=== EXERCISE DIRECTIONS ===
Show all the lines in the data below that include the word "scale".

[MATERIAL SHOWN Boundary: Start]

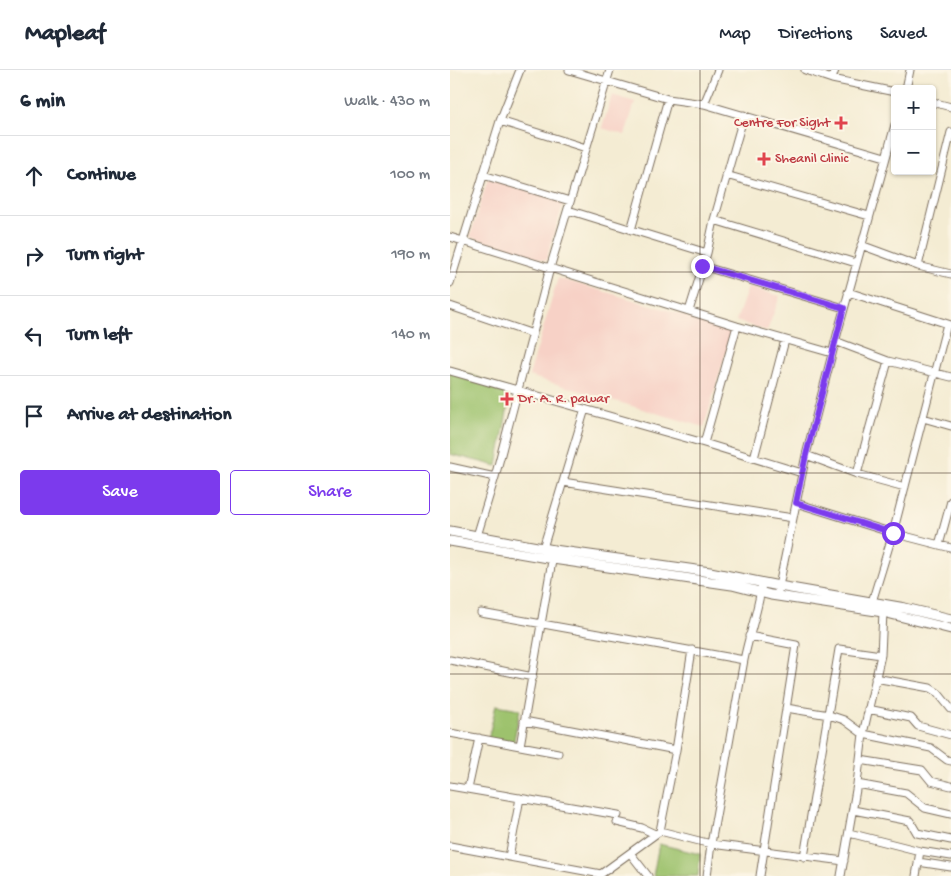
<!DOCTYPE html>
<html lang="en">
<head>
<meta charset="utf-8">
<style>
  body { margin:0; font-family:"Gochi Hand",sans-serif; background:#f6f6f7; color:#1f2937 }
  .controls { position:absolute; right:15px; top:15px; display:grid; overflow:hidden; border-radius:5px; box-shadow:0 1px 4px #0004 }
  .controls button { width:45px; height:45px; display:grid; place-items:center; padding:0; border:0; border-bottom:1px solid #e0e1e3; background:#fff; color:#1f2937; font:25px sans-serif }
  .stop { position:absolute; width:15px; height:15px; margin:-11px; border:4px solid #7c3aed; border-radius:50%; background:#fff }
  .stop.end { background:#7c3aed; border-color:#fff; box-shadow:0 1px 5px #0008 }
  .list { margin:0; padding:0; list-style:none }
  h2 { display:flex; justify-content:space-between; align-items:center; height:65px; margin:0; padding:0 20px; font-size:21px }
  h2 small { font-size:16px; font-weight:400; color:#747a83 }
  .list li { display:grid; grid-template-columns:32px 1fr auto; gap:15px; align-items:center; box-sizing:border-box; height:80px; padding:0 20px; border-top:1px solid #e0e1e3 }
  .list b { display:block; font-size:19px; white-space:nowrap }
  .list em { font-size:16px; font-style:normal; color:#747a83 }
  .actions { display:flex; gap:10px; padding:15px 20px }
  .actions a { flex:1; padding:11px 0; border:1px solid #7c3aed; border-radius:5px; text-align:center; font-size:18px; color:#7c3aed }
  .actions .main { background:#7c3aed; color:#fff }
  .icon { flex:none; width:28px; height:28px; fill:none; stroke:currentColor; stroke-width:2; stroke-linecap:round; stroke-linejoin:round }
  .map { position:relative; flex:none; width:501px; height:806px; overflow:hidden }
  header { display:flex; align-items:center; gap:30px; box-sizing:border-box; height:70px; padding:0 25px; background:#fff; border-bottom:1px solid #e0e1e3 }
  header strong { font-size:24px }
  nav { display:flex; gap:28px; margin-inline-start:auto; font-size:18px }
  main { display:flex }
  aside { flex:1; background:#fff }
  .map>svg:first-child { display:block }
  .built { fill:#f7d1c6 }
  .park { fill:#9dc26d; stroke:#6c7646 }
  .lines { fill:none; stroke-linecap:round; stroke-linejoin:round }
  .minor-casing { stroke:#7c6e5d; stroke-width:9 }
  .major-casing { stroke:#7c6e5d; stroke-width:11 }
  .minor { stroke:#fff; stroke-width:7 }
  .major { stroke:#fff; stroke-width:9 }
  .route { stroke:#7c3aed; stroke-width:6 }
  .grid { fill:none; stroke:#3b2a1e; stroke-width:1; stroke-opacity:0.55 }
  .health-dot { fill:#e0444e; stroke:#fcf5e5; stroke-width:2 }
  .labels { text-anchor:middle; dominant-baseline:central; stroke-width:4; stroke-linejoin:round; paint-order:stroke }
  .health-label { font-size:14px; fill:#be3a42; stroke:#fcf5e5; text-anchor:start }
</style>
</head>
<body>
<header>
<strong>Mapleaf</strong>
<nav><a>Map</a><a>Directions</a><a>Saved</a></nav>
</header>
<main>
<aside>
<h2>6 min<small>Walk · 430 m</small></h2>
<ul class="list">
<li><svg class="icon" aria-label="ahead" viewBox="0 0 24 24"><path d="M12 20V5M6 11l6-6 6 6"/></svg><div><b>Continue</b></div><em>100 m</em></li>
<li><svg class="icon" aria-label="right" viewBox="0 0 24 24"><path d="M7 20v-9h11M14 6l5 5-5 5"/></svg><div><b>Turn right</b></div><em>190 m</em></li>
<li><svg class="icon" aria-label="left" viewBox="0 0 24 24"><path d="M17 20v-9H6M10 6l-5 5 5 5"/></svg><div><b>Turn left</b></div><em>140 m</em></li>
<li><svg class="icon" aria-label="arrive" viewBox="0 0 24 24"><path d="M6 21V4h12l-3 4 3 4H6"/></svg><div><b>Arrive at destination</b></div></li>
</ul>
<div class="actions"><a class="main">Save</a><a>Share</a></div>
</aside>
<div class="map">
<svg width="501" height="806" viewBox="0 0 501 806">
  <rect width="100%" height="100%" fill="#fcf5e5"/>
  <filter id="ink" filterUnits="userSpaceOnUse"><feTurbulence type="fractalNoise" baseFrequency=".02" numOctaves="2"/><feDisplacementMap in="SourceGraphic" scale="10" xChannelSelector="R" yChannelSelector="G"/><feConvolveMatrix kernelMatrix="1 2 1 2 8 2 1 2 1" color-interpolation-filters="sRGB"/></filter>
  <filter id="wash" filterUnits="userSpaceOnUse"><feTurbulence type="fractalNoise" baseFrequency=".0096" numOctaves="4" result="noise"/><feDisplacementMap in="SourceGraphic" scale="20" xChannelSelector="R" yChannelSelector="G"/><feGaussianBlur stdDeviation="1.12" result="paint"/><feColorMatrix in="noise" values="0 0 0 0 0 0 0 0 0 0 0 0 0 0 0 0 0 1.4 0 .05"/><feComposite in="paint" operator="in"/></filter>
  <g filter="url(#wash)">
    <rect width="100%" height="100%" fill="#f4ecd3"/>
    <path class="built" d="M162 25 185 32 175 65 152 58Z
      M38 108 114 131 96 191 20 167Z
      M108 208 283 259 254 357 79 306Z
      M298 217 330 226 317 261 286 251Z"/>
    <path class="park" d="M0 297 61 320 47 396 0 384Z
      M46 635 70 639 63 675 38 670Z
      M209 774 250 784 248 806H203Z"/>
  </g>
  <g filter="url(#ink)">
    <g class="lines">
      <g class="minor-casing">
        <path id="minor" d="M119 0 218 29 254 34 435 87
          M355 0 382 9 445 22
          M382 9 385 0
          M456 19 460 0
          M482 32 501 37
          M254 34 268 0
          M50 51 136 78
          M33 105 120 131
          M276 105 419 146
          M118 140 257 183
          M264 150 406 193
          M181 160 218 29
          M0 167 287 256 382 283
          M411 175 468 196 501 204
          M252 196 394 238
          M468 196 501 62
          M0 213 50 51 70 0
          M398 222 501 255
          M0 236 83 264
          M239 241 257 183 264 150 294 45
          M385 271 438 291 501 307
          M0 301 254 373 352 403
          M473 348 501 356
          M254 373 287 256
          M356 385 407 404 455 417
          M304 388 335 270
          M0 397 45 407
          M407 404 438 291
          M113 412 343 448
          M346 433 443 463 501 478
          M27 466 45 407 100 198 160 0
          M489 475 501 431
          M93 478 135 339
          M327 526 356 385 388 261 445 55
          M422 532 443 463 497 254
          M31 543 294 590
          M299 566 346 575 310 806
          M0 590 83 607
          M425 608 480 618 488 623 501 639
          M336 638 379 645 394 650 413 664 481 678 497 690 501 691
          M418 639 461 648 468 656 501 665
          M74 651 226 680
          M0 663 108 683
          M70 676 103 485
          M410 690 472 700 481 711 501 716
          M407 714 456 723 475 738 501 744
          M0 716 168 745
          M18 719 29 668
          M403 740 460 751 467 763 501 770
          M167 752 192 758 205 764
          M210 761 226 680 242 580
          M399 763 470 781 501 786
          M0 776 151 804 210 761 261 774 394 791
          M180 783 198 806
          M59 787 70 728
          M354 787 389 579 431 585
          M468 792 501 797
          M257 806 261 774 294 590C299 564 309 538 312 513
          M391 806 407 714 413 664 431 585 433 542
          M466 806 470 781"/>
      </g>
      <g class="major-casing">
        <path id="major" d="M0 461 104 480 260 502 329 516 455 538 501 549
          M0 471 103 489 282 515 321 525 433 542 501 559"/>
      </g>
      <use href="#minor" class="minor"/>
      <use href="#major" class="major"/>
    </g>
  </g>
  <g class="lines" filter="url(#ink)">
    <path class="route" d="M252 196 394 238 356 385 346 433 443 463"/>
  </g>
  <path class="grid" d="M250 0V806M0 202H501M0 403H501M0 604H501"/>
  <g class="health-dot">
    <path d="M388.5 45.5h5v5h5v5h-5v5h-5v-5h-5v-5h5z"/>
    <path d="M311.5 81.5h5v5h5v5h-5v5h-5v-5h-5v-5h5z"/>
    <path d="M54.5 321.5h5v5h5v5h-5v5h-5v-5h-5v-5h5z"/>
  </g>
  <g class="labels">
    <g class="health-label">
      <text x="380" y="53" text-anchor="end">Centre For Sight</text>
      <text x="325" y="89">Sheanil Clinic</text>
      <text x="68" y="329">Dr. A. R. pawar</text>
    </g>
  </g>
</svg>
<div class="controls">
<button>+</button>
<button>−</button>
</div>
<div class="stop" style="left:443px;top:463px"></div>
<div class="stop end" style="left:252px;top:196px"></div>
</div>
</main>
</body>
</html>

[MATERIAL SHOWN Boundary: End]

=== RESPONSE AREA ===
  <filter id="ink" filterUnits="userSpaceOnUse"><feTurbulence type="fractalNoise" baseFrequency=".02" numOctaves="2"/><feDisplacementMap in="SourceGraphic" scale="10" xChannelSelector="R" yChannelSelector="G"/><feConvolveMatrix kernelMatrix="1 2 1 2 8 2 1 2 1" color-interpolation-filters="sRGB"/></filter>
  <filter id="wash" filterUnits="userSpaceOnUse"><feTurbulence type="fractalNoise" baseFrequency=".0096" numOctaves="4" result="noise"/><feDisplacementMap in="SourceGraphic" scale="20" xChannelSelector="R" yChannelSelector="G"/><feGaussianBlur stdDeviation="1.12" result="paint"/><feColorMatrix in="noise" values="0 0 0 0 0 0 0 0 0 0 0 0 0 0 0 0 0 1.4 0 .05"/><feComposite in="paint" operator="in"/></filter>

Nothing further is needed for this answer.